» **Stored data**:

Content starts

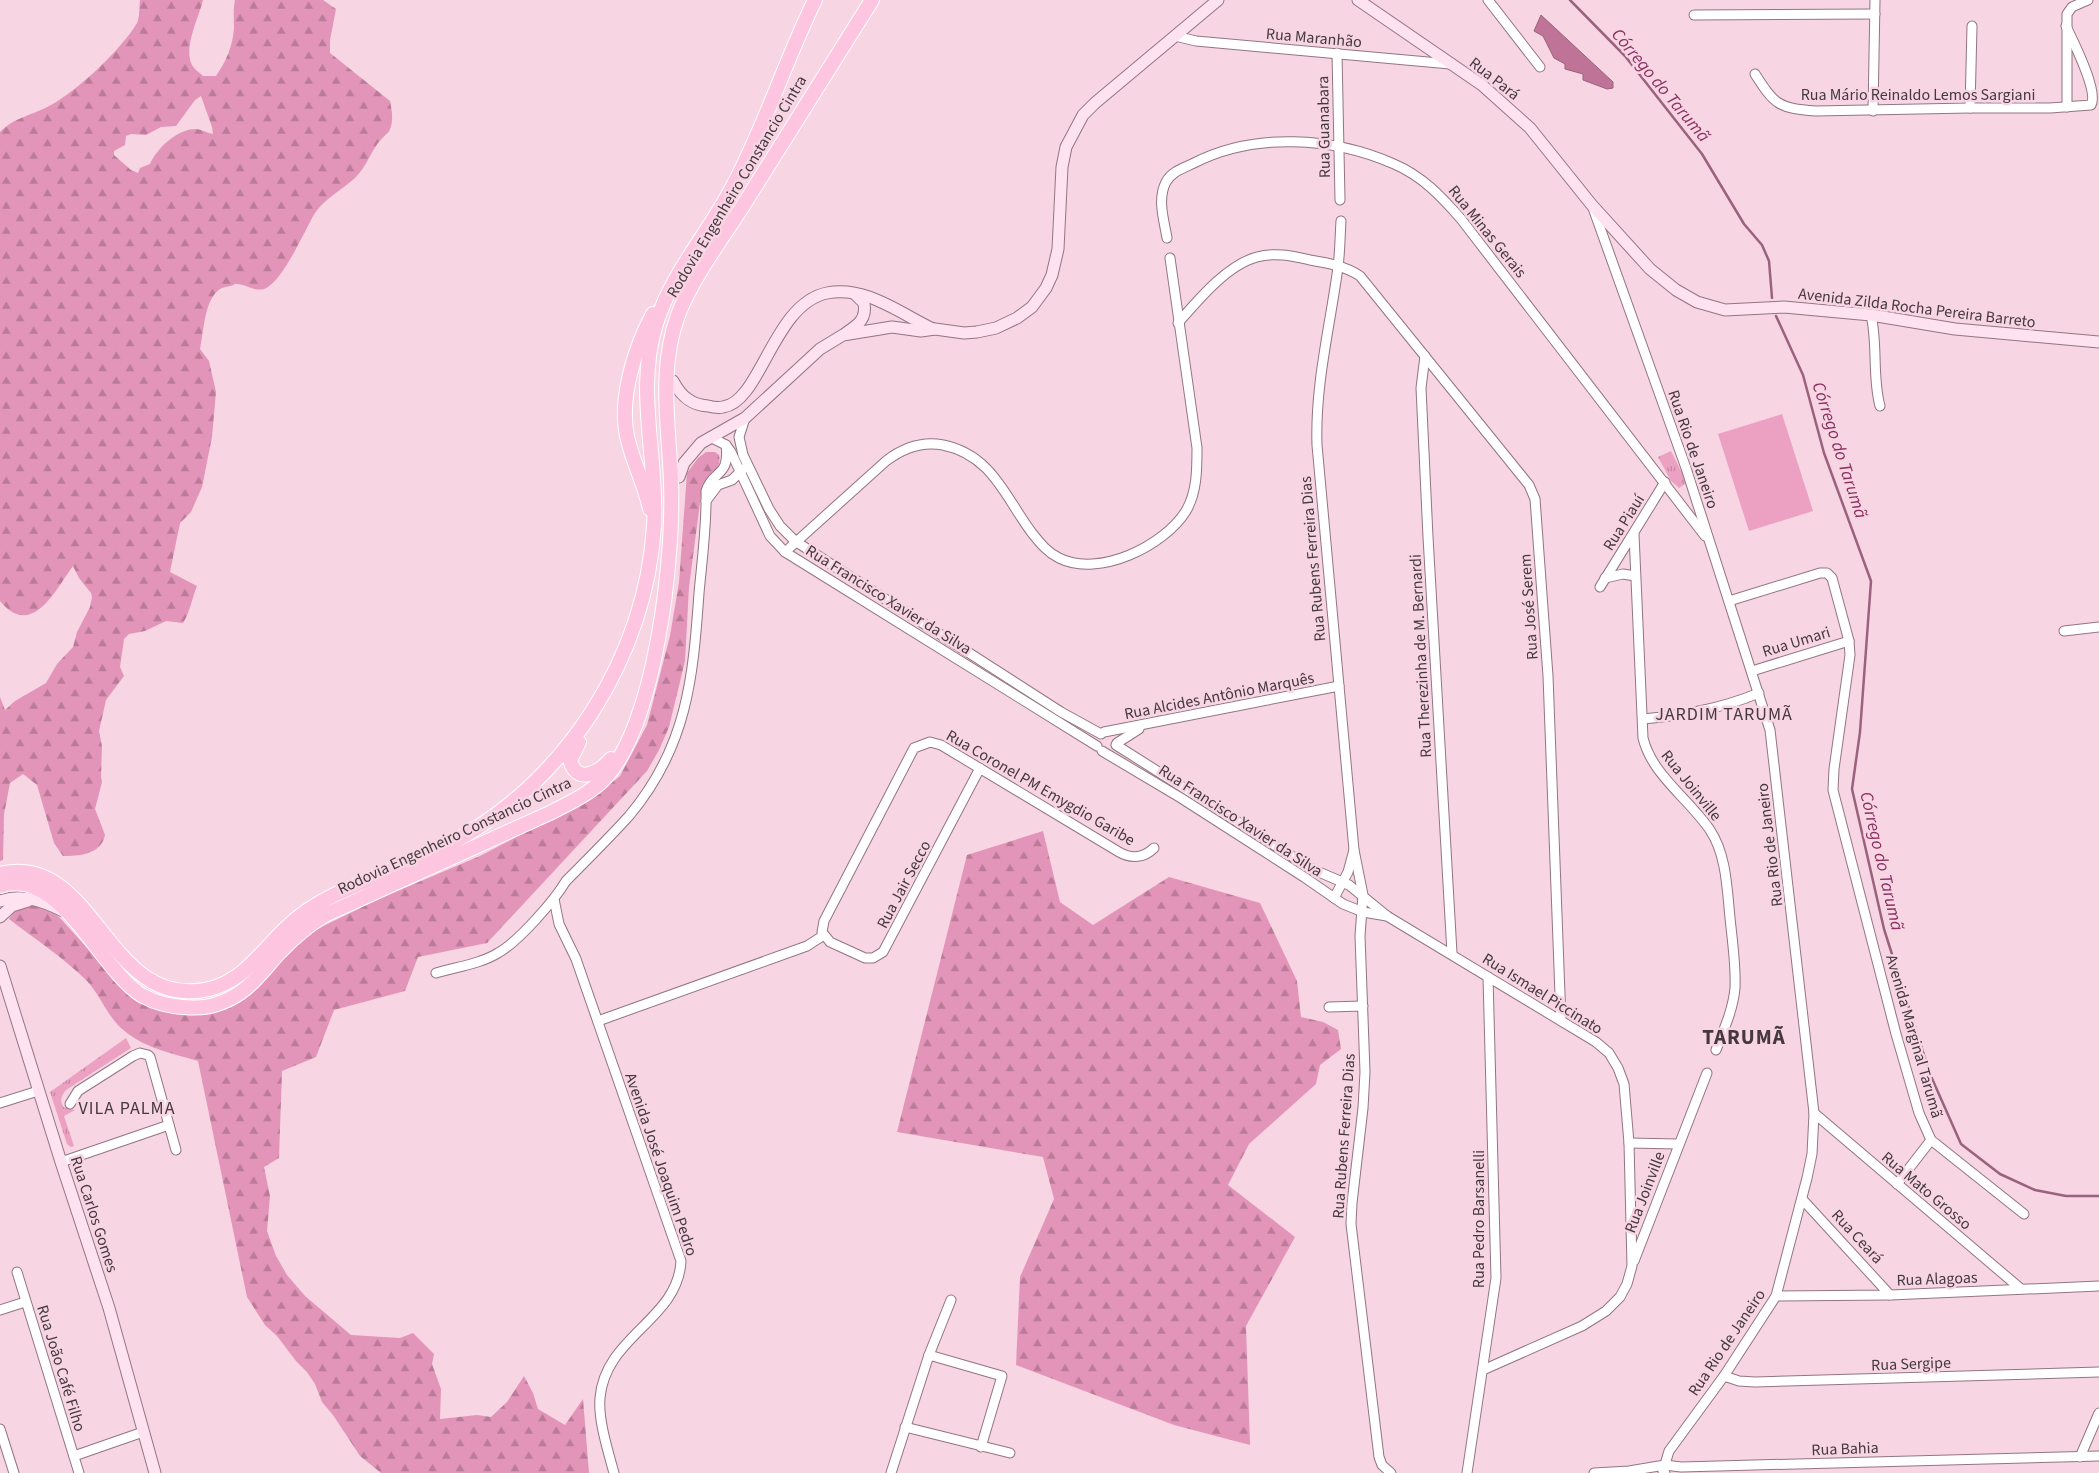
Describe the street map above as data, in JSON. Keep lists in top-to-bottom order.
{
  "streets": {
    "main road": [
      "Rua Pará",
      "Rodovia Engenheiro Constancio Cintra",
      "Avenida Zilda Rocha Pereira Barreto",
      "Rua Carlos Gomes"
    ],
    "street": [
      "Rua Maranhão",
      "Rua Mário Reinaldo Lemos Sargiani",
      "Rua Guanabara",
      "Rua Minas Gerais",
      "Rua Rio de Janeiro",
      "Rua Piauí",
      "Rua Rubens Ferreira Dias",
      "Rua Francisco Xavier da Silva",
      "Rua José Serem",
      "Rua Umari",
      "Rua Therezinha de M. Bernardi",
      "Rua Alcides Antônio Marquês",
      "Rua Joinville",
      "Rua Coronel PM Emygdio Garibe",
      "Rua Jair Secco",
      "Rua Ismael Piccinato",
      "Avenida Marginal Tarumã",
      "Avenida José Joaquim Pedro",
      "Rua Mato Grosso",
      "Rua Pedro Barsanelli",
      "Rua Ceará",
      "Rua Alagoas",
      "Rua Sergipe",
      "Rua João Café Filho",
      "Rua Bahia"
    ]
  },
  "crossings": [
    ["Rua Maranhão", "Rua Pará"],
    ["Rua Maranhão", "Rua Guanabara"],
    ["Rua Pará", "Avenida Zilda Rocha Pereira Barreto"],
    ["Rua Pará", "Rua Rio de Janeiro"],
    ["Rua Guanabara", "Rua Minas Gerais"],
    ["Rua Minas Gerais", "Rua Rio de Janeiro"],
    ["Rua Minas Gerais", "Rua Piauí"],
    ["Avenida Zilda Rocha Pereira Barreto", "Rua Rio de Janeiro"],
    ["Rua Rio de Janeiro", "Rua Umari"],
    ["Rua Rio de Janeiro", "Avenida Marginal Tarumã"],
    ["Rua Rio de Janeiro", "Rua Mato Grosso"],
    ["Rua Rio de Janeiro", "Rua Ceará"],
    ["Rua Rio de Janeiro", "Rua Alagoas"],
    ["Rua Rio de Janeiro", "Rua Sergipe"],
    ["Rua Rio de Janeiro", "Rua Bahia"],
    ["Rua Piauí", "Rua Joinville"],
    ["Rua Rubens Ferreira Dias", "Rua Francisco Xavier da Silva"],
    ["Rua Rubens Ferreira Dias", "Rua José Serem"],
    ["Rua Rubens Ferreira Dias", "Rua Alcides Antônio Marquês"],
    ["Rua Rubens Ferreira Dias", "Rua Ismael Piccinato"],
    ["Rua Francisco Xavier da Silva", "Rua Alcides Antônio Marquês"],
    ["Rua Francisco Xavier da Silva", "Rua Ismael Piccinato"],
    ["Rua José Serem", "Rua Therezinha de M. Bernardi"],
    ["Rua José Serem", "Rua Ismael Piccinato"],
    ["Rua Umari", "Avenida Marginal Tarumã"],
    ["Rua Therezinha de M. Bernardi", "Rua Ismael Piccinato"],
    ["Rua Joinville", "Rua Ismael Piccinato"],
    ["Rua Coronel PM Emygdio Garibe", "Rua Jair Secco"],
    ["Rua Ismael Piccinato", "Rua Pedro Barsanelli"],
    ["Rua Mato Grosso", "Rua Alagoas"],
    ["Rua Ceará", "Rua Alagoas"]
  ],
  "districts": ["JARDIM TARUMÃ", "TARUMÃ", "VILA PALMA"],
  "water": ["Córrego do Tarumã"]
}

Content ends

» **PROBLEM DESCRIPTION**:
From the first line to the last, output the data exactly, without the pictures.

» **ANSWER BOX**:
Describe the street map above as data, in JSON. Keep lists in top-to-bottom order.
{
  "streets": {
    "main road": [
      "Rua Pará",
      "Rodovia Engenheiro Constancio Cintra",
      "Avenida Zilda Rocha Pereira Barreto",
      "Rua Carlos Gomes"
    ],
    "street": [
      "Rua Maranhão",
      "Rua Mário Reinaldo Lemos Sargiani",
      "Rua Guanabara",
      "Rua Minas Gerais",
      "Rua Rio de Janeiro",
      "Rua Piauí",
      "Rua Rubens Ferreira Dias",
      "Rua Francisco Xavier da Silva",
      "Rua José Serem",
      "Rua Umari",
      "Rua Therezinha de M. Bernardi",
      "Rua Alcides Antônio Marquês",
      "Rua Joinville",
      "Rua Coronel PM Emygdio Garibe",
      "Rua Jair Secco",
      "Rua Ismael Piccinato",
      "Avenida Marginal Tarumã",
      "Avenida José Joaquim Pedro",
      "Rua Mato Grosso",
      "Rua Pedro Barsanelli",
      "Rua Ceará",
      "Rua Alagoas",
      "Rua Sergipe",
      "Rua João Café Filho",
      "Rua Bahia"
    ]
  },
  "crossings": [
    ["Rua Maranhão", "Rua Pará"],
    ["Rua Maranhão", "Rua Guanabara"],
    ["Rua Pará", "Avenida Zilda Rocha Pereira Barreto"],
    ["Rua Pará", "Rua Rio de Janeiro"],
    ["Rua Guanabara", "Rua Minas Gerais"],
    ["Rua Minas Gerais", "Rua Rio de Janeiro"],
    ["Rua Minas Gerais", "Rua Piauí"],
    ["Avenida Zilda Rocha Pereira Barreto", "Rua Rio de Janeiro"],
    ["Rua Rio de Janeiro", "Rua Umari"],
    ["Rua Rio de Janeiro", "Avenida Marginal Tarumã"],
    ["Rua Rio de Janeiro", "Rua Mato Grosso"],
    ["Rua Rio de Janeiro", "Rua Ceará"],
    ["Rua Rio de Janeiro", "Rua Alagoas"],
    ["Rua Rio de Janeiro", "Rua Sergipe"],
    ["Rua Rio de Janeiro", "Rua Bahia"],
    ["Rua Piauí", "Rua Joinville"],
    ["Rua Rubens Ferreira Dias", "Rua Francisco Xavier da Silva"],
    ["Rua Rubens Ferreira Dias", "Rua José Serem"],
    ["Rua Rubens Ferreira Dias", "Rua Alcides Antônio Marquês"],
    ["Rua Rubens Ferreira Dias", "Rua Ismael Piccinato"],
    ["Rua Francisco Xavier da Silva", "Rua Alcides Antônio Marquês"],
    ["Rua Francisco Xavier da Silva", "Rua Ismael Piccinato"],
    ["Rua José Serem", "Rua Therezinha de M. Bernardi"],
    ["Rua José Serem", "Rua Ismael Piccinato"],
    ["Rua Umari", "Avenida Marginal Tarumã"],
    ["Rua Therezinha de M. Bernardi", "Rua Ismael Piccinato"],
    ["Rua Joinville", "Rua Ismael Piccinato"],
    ["Rua Coronel PM Emygdio Garibe", "Rua Jair Secco"],
    ["Rua Ismael Piccinato", "Rua Pedro Barsanelli"],
    ["Rua Mato Grosso", "Rua Alagoas"],
    ["Rua Ceará", "Rua Alagoas"]
  ],
  "districts": ["JARDIM TARUMÃ", "TARUMÃ", "VILA PALMA"],
  "water": ["Córrego do Tarumã"]
}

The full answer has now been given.